I have submitted a table stylesheet to a new CSSZenGarden like site CSS Table Gallery. Their is nothing overly complicated about the style other than it uses some nifty CSS 2.1 selectors for standards compliant browsers (read: not Internet Explorer) to add an arrow next to the download links. In fact, let me outline the code I used:
tbody td a{
background: url(down_arrow.gif) no-repeat;
background-position: top left;
min-height: 20px;
padding-left: 20px;
float: left;
padding-right: 4px;
}
tbody tr th+td a{
background-image: none;
padding: inherit;
float: inherit;
}
/* Fake for IE, argh! Maybe IE 7 will resolve this. */
tbody td a{
_background: none;
_background-position: inherit;
_padding-left: 2px;
_float: inherit;
_padding-right: inherit;
}
The first rule adds the arrow to all links that are children of a regular table cell. This is a problem of course because we don’t want the download indicator next to the author links.

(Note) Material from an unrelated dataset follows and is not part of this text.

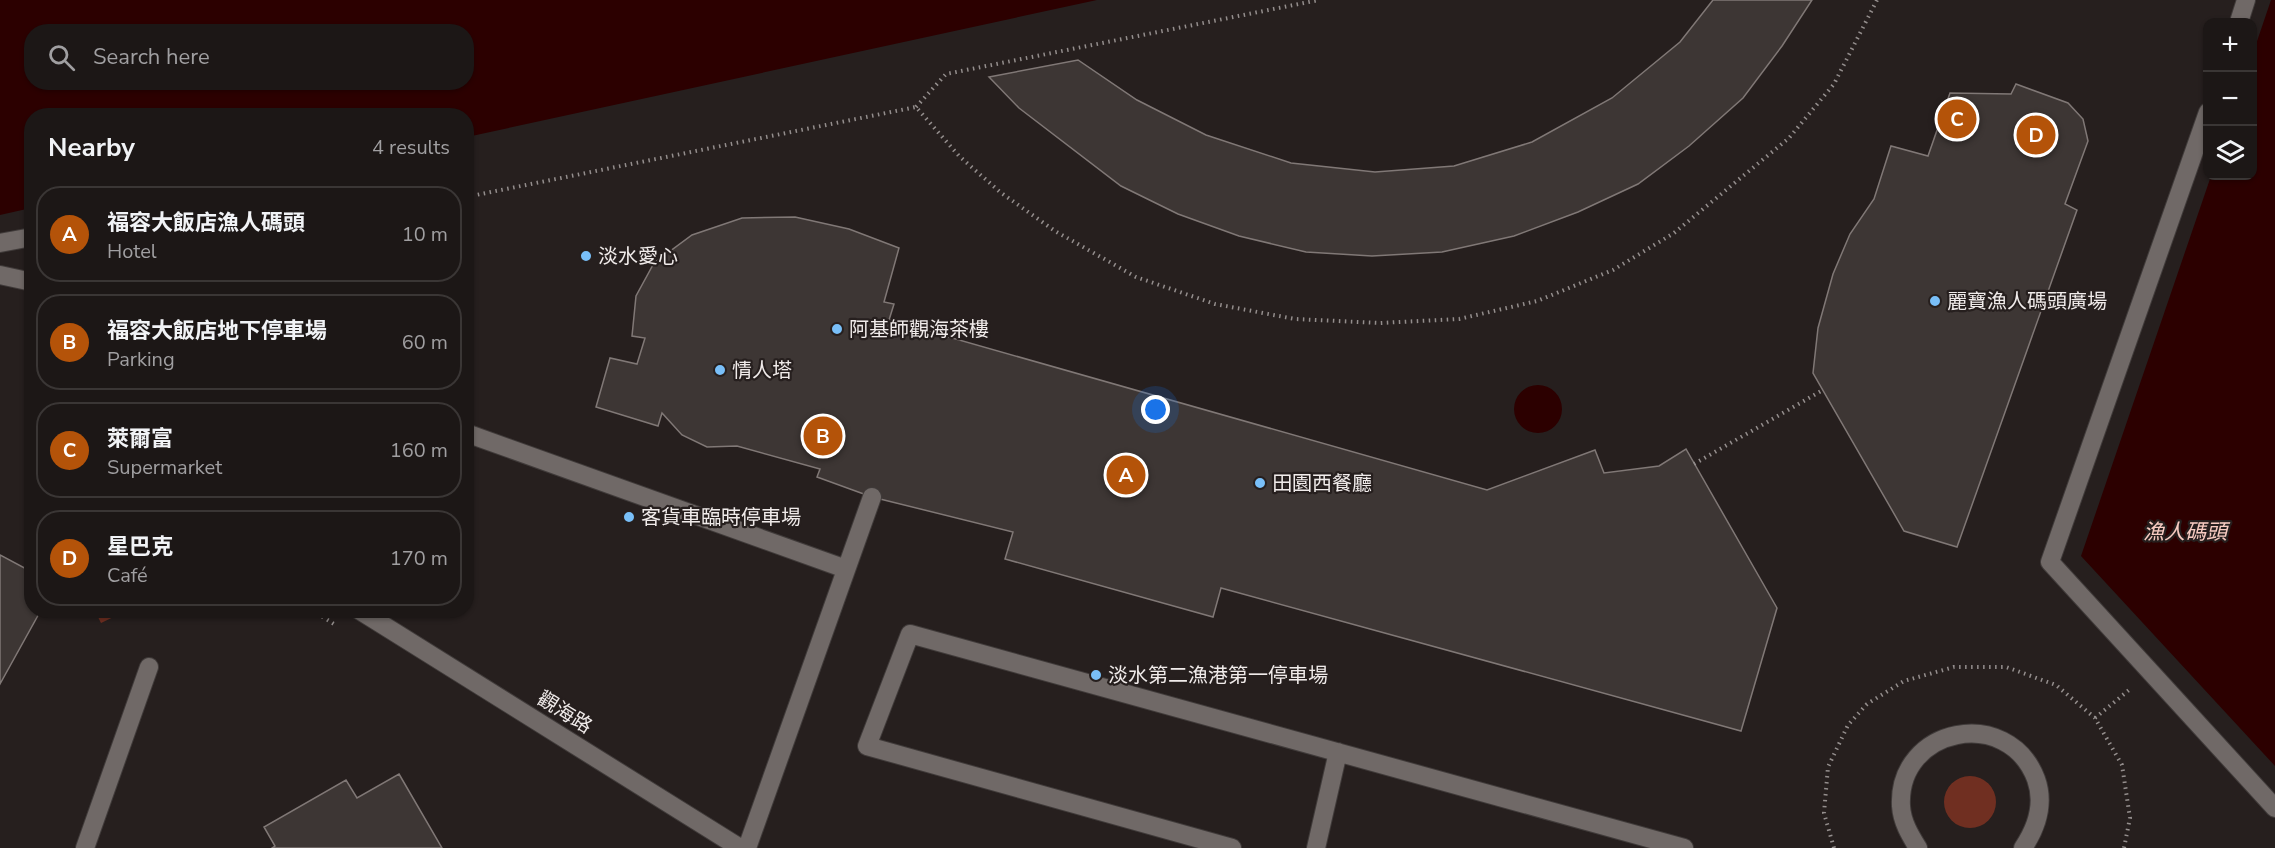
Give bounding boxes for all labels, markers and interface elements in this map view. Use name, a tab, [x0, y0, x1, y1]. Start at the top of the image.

Therefore we use the preceding sibling (+
) selector in the second rule to find the section that is the table header cell (TH
) and then remove the background image and download styling for that link. The third rule is a hack to get Internet Explorer to ignore the whole thing.
I like to style things in orange simply because my brother, Ed, likes orange 🙂 Yeah, I’m weird like that.
I used TopStyle Pro 3.12 to code this and Color Schemer Studio to grab complementary oranges.